___ Supplied data

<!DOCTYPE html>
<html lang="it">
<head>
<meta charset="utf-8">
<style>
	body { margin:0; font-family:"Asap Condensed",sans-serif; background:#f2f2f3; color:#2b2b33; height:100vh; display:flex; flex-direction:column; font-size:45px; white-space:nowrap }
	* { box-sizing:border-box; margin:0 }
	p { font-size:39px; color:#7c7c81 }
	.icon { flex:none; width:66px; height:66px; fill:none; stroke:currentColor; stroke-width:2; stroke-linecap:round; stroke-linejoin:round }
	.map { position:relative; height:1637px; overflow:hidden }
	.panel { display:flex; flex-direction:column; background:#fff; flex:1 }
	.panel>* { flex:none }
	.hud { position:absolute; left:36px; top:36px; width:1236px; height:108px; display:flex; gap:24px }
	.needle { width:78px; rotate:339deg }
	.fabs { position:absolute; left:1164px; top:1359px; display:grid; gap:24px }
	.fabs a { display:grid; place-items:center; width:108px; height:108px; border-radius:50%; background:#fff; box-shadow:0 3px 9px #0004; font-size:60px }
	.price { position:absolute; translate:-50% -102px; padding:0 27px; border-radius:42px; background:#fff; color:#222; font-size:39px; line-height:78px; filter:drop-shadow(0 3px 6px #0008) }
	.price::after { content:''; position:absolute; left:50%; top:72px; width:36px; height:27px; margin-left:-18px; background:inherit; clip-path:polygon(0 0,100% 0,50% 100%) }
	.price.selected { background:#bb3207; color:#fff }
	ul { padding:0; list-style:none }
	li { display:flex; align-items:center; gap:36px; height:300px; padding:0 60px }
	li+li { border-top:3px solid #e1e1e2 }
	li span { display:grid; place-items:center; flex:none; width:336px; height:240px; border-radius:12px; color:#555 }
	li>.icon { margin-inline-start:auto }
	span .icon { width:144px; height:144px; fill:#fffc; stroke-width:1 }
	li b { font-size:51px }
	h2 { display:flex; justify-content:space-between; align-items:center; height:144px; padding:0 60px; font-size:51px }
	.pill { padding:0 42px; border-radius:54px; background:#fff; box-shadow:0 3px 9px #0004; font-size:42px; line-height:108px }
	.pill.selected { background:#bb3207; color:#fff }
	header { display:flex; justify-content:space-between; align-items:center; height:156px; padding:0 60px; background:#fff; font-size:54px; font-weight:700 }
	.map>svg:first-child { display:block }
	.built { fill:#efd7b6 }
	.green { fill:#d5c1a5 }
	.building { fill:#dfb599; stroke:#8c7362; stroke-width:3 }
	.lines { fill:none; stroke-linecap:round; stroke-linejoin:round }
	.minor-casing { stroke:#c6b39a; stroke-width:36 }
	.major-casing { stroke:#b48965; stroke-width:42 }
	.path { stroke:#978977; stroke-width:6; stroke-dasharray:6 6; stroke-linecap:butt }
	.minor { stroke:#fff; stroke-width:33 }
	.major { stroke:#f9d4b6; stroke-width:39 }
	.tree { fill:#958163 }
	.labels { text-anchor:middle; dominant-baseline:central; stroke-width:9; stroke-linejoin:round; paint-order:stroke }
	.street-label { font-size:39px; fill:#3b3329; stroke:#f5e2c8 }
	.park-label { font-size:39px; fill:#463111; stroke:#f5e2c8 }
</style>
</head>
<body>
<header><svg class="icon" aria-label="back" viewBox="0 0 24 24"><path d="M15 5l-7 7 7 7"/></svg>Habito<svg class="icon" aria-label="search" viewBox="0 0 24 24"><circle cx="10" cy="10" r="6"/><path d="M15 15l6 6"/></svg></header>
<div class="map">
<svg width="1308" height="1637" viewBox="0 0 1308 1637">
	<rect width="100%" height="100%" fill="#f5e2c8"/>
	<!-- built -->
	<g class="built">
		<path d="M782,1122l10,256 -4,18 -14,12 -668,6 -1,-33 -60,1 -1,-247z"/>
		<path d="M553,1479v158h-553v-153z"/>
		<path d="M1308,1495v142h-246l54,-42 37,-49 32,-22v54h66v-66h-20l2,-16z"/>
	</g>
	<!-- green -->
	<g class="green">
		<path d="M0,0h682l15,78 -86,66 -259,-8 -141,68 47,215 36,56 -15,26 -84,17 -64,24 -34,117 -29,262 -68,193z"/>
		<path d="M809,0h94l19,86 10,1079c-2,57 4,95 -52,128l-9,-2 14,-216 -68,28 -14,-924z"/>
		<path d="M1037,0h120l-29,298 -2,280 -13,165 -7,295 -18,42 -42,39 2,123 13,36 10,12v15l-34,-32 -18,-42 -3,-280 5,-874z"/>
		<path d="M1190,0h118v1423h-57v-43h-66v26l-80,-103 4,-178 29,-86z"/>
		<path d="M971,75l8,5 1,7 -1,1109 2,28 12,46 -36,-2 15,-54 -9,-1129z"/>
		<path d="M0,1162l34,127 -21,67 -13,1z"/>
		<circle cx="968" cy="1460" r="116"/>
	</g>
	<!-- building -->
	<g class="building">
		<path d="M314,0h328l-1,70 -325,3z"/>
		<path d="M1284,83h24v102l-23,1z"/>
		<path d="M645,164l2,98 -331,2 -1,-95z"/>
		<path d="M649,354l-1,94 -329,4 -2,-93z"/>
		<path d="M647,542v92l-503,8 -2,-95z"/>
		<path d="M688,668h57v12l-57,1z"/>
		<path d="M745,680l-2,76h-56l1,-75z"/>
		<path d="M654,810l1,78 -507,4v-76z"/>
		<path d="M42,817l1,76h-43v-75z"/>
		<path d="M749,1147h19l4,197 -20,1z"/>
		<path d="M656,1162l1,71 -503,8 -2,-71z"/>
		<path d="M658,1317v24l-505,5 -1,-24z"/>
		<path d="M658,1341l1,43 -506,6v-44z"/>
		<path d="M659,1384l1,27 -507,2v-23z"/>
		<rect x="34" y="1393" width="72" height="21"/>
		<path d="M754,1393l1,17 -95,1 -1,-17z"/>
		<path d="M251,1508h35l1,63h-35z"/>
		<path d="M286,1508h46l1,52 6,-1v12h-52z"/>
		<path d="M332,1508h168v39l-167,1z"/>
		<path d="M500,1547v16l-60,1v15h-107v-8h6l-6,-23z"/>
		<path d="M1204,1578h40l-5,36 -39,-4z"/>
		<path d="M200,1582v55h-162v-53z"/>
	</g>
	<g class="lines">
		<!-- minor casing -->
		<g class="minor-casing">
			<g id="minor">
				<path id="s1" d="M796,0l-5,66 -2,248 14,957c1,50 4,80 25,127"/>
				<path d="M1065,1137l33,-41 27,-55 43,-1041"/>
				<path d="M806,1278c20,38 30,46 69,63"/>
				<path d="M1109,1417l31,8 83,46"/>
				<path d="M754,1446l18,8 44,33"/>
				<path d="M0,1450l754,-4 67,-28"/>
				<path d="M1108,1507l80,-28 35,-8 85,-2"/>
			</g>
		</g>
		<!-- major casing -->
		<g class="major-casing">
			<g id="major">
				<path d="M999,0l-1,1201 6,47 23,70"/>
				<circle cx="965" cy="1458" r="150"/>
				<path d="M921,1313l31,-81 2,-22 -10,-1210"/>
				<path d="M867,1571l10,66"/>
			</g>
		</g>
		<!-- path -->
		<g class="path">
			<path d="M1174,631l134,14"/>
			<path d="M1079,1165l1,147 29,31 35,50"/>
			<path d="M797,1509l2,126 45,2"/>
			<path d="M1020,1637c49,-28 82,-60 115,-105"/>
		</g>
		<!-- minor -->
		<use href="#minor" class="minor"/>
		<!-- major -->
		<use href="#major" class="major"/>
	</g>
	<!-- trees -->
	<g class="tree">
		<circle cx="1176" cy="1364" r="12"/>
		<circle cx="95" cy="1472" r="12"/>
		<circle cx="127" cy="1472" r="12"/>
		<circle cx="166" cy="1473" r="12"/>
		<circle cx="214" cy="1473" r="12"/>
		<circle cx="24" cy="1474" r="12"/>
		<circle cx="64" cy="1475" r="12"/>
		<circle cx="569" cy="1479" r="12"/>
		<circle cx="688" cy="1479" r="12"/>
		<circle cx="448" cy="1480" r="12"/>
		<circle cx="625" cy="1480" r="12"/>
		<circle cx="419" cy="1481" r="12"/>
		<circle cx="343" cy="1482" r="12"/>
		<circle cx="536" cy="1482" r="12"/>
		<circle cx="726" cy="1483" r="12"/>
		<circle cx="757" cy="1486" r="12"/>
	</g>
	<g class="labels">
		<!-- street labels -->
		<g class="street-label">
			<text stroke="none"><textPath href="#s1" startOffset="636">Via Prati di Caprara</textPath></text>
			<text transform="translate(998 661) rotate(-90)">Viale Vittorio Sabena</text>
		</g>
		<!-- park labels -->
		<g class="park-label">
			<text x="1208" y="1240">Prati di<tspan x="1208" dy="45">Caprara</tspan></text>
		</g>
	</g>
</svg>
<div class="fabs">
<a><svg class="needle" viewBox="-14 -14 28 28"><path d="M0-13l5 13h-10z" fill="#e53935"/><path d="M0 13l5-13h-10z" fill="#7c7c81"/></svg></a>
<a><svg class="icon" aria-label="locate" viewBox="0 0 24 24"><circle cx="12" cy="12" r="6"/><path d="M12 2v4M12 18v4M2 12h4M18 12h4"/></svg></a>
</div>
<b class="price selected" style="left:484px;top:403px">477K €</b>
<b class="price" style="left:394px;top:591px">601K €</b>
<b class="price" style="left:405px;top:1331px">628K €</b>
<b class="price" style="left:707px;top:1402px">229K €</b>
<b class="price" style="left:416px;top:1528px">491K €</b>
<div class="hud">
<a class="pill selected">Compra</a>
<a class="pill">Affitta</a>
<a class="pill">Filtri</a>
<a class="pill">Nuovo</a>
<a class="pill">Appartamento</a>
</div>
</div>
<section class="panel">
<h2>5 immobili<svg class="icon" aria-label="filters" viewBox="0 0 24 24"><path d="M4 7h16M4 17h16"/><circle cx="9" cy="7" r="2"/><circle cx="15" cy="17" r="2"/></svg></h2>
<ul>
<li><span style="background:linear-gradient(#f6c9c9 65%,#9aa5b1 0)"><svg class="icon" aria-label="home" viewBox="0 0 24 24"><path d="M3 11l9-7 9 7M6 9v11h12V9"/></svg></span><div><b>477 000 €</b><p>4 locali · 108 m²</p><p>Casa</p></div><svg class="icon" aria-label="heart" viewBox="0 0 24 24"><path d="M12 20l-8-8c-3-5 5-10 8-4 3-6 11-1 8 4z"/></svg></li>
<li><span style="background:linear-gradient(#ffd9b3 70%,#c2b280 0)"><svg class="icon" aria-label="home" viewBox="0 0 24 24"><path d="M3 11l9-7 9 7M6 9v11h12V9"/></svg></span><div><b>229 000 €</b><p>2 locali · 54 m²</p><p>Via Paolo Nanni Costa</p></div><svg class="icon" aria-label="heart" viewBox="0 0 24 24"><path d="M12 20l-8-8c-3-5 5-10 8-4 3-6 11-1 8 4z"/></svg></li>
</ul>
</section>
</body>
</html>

______

Task directions:
An exact copy of the lines above, from the one containing "display:flex; align-items:center; gap:36px;" down to the one containing "width:144px; height:144px; fill:#fffc;" and including both, is the whole answer; retype it and nothing else.

Your solution:
	li { display:flex; align-items:center; gap:36px; height:300px; padding:0 60px }
	li+li { border-top:3px solid #e1e1e2 }
	li span { display:grid; place-items:center; flex:none; width:336px; height:240px; border-radius:12px; color:#555 }
	li>.icon { margin-inline-start:auto }
	span .icon { width:144px; height:144px; fill:#fffc; stroke-width:1 }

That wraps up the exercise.